Les défis de Laurent Gbagbo

Le parti de l’ancien président ivoirien Laurent Gbagbo, Parti des peuples africains-Côte d’Ivoire (PPA-CI), vient de célébrer son premier anniversaire, le lundi dernier. Après un an d’existence, les militants du parti de gauche ont marqué une halte pour une autocritique sans complaisance des actions entreprises dans le but de conquérir le pouvoir d’Etat. Selon le secrétaire général du PPA-CI, Damana Adia Pickass, leur jeune parti a, en si peu de temps, abattu un travail formidable d’implantation sur le territoire national. A l’en croire, ce sont au total 131 580 militants qui ont effectivement adhéré au PPA-CI dont 34% de femmes et 21% de jeunes. Les responsables du parti se sont aussi réjouis d’avoir ravi la vedette à certaines « grosses pointures » politiques qui existent depuis belle lurette sur l’échiquier national. Aux élections législatives de 2021, le PPA-CI a obtenu dix-huit sièges de députés, ce qui fait de lui la troisième force politique du pays, après le RHDP au pouvoir et le PDCI d’Henri Konan Bédié. Et le parti ne compte pas s’arrêter en si bon chemin. D’où l’invite du président du PPA-CI à ses militants à achever l’implantation du parti à travers le territoire d’ici la fin de l’année. En effet, Laurent Gbagbo et ses lieutenants se préparent d’ores et déjà aux élections locales de 2023, considérées comme un test grandeur nature pour annoncer la couleur à la présidentielle de 2025. Cependant, l’arbre ne doit pas cacher la forêt.

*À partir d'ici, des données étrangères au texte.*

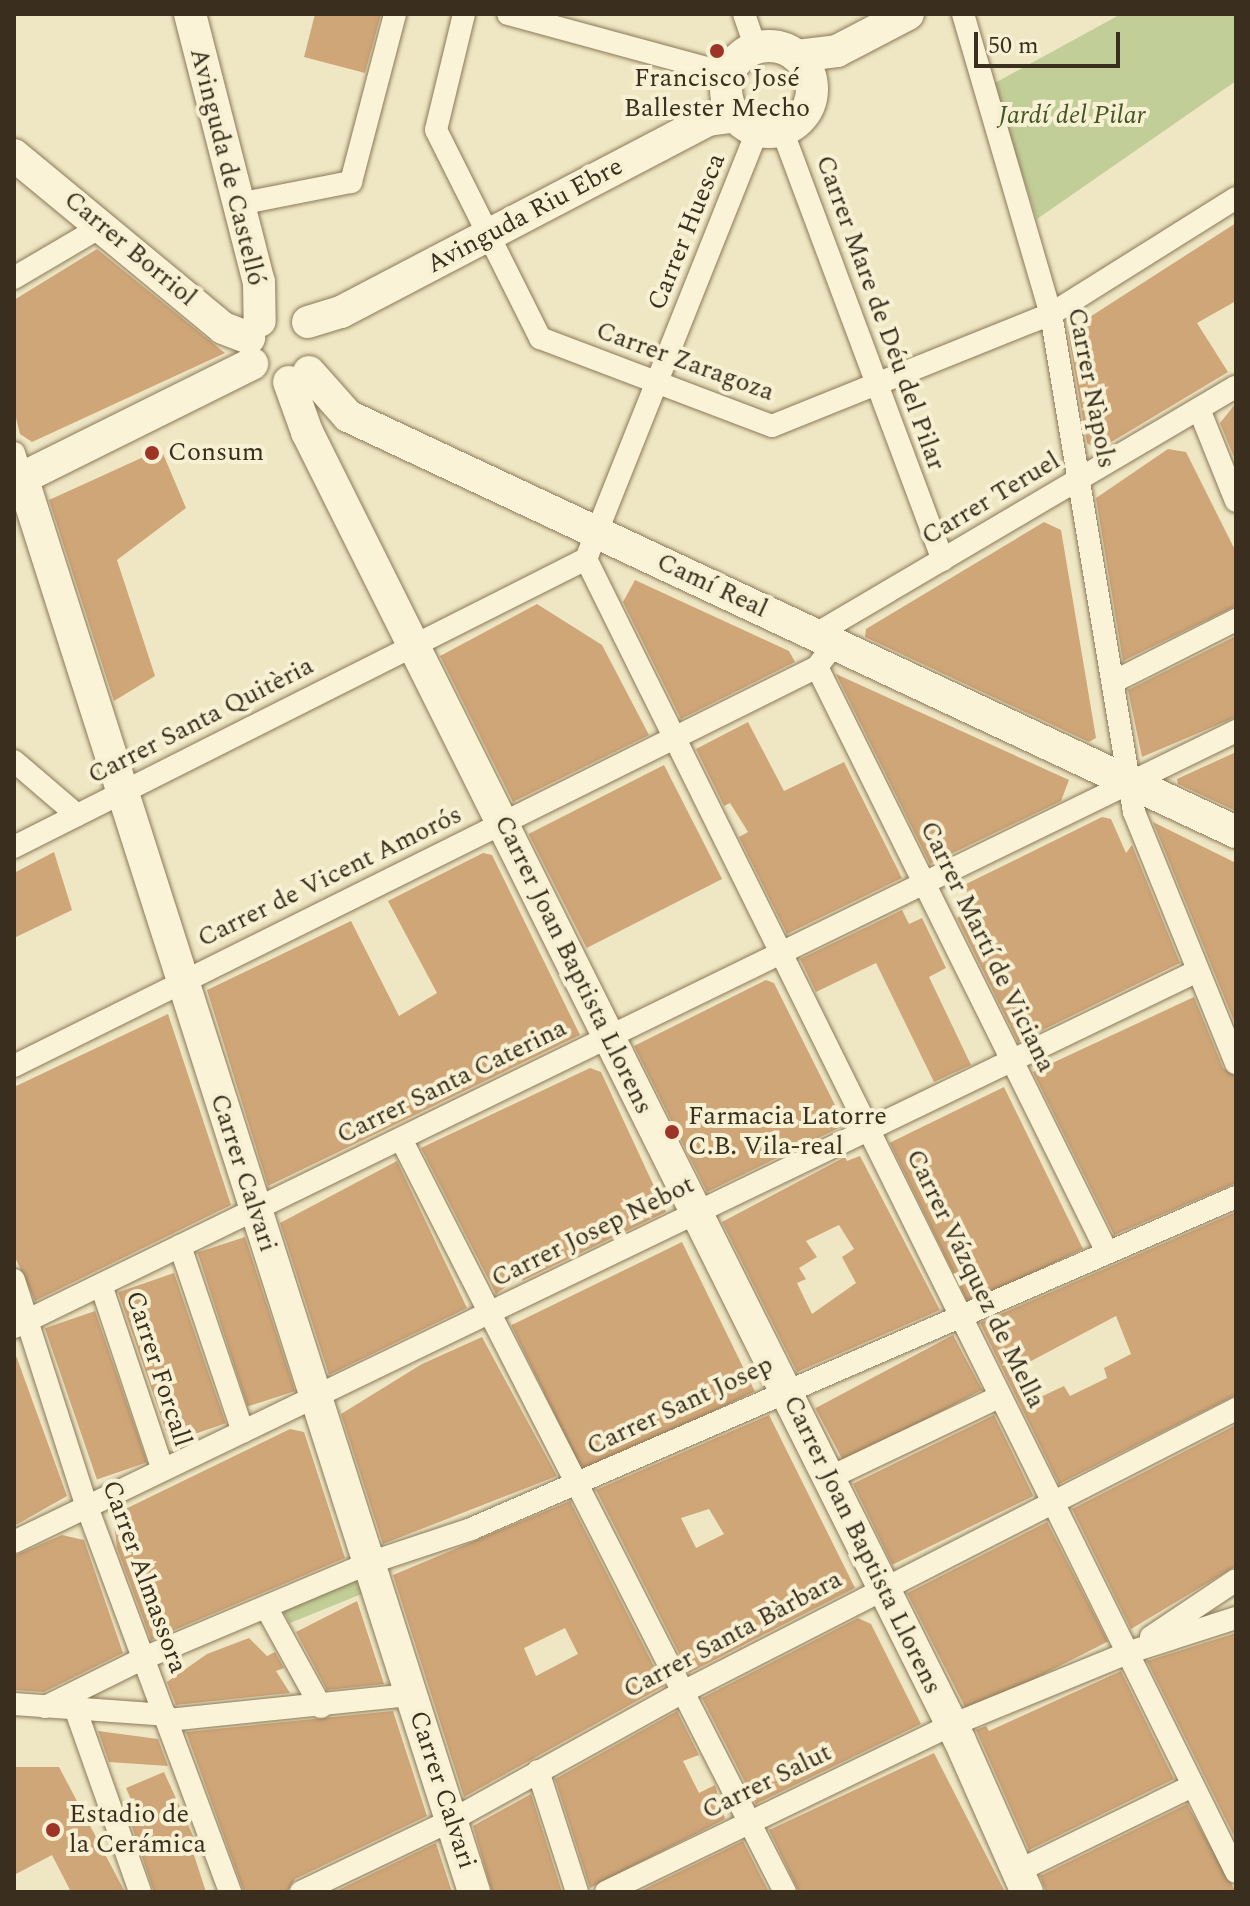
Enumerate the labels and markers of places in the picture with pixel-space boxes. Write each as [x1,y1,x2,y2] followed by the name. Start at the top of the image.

L’ancien président ivoirien pourrait-il signer son « come-back » comme le prétendent ses partisans? Il est vrai que celui qui a été définitivement acquitté par la CPI ne s’est pas encore prononcé sur sa candidature pour la présidentielle, mais les déclarations de ses proches qui soutiennent qu’il est leur candidat naturel en disent long sur les intentions du vieux briscard de la scène politique ivoirienne. Si tel est le cas, le candidat du PPA-CI devra vaincre plusieurs signes indiens. Le premier obstacle est l’actuel président ivoirien, Alassane Ouattara qui laisse aussi planer un doute sur sa candidature en 2025. Si d’aventure le président Ouattara venait à se représenter, son bilan, notamment sur le plan économique, jugé satisfaisant risque de faire ombrage aux autres prétendants. Les chances du fils de Mama de récupérer le fauteuil présidentiel qu’il a cédé contre son gré à son adversaire s’avèrent ainsi minimes dans ces conditions. Conscient de ce défi et en homme averti, il a commencé à placer ses pions. A la faveur du premier anniversaire de son parti, il a lancé un message à peine voilé à son rival avec le style dont il a le secret. « La Constitution dit que tu as deux mandats… y en a qui disent ‘’je n’ai pas fini mon programme’’, mais en politique on ne finit pas de programme !

Vouloir rester toute sa vie au pouvoir, c’est la dictature ! », a-t-il prévenu. Le chemin est encore périlleux car en plus de sa principale bête noire, il doit analyser l’autre adversaire politique. Il s’agit d’Henri Konan Bédié qui ne compte pas faire de la figuration à ce rendez-vous électoral. Aussi, Laurent Gbagbo doit également faire face à l’émiettement de l’électorat de gauche. En effet, ses alliés d’hier, Pascal Affi N’Guessan, son ex-épouse, Simone Gbagbo et son ancien ministre de la Jeunesse, Charles Blé Goudé, sont devenus aujourd’hui tous ses concurrents. Ce sont autant de défis sur lesquels le « Woody de Mama » doit se pencher sérieusement, s’il veut reconquérir sa « chose ». Aura-t-il les reins solides du haut de ses 77 ans ? Telle est la question que se posent les Ivoiriens.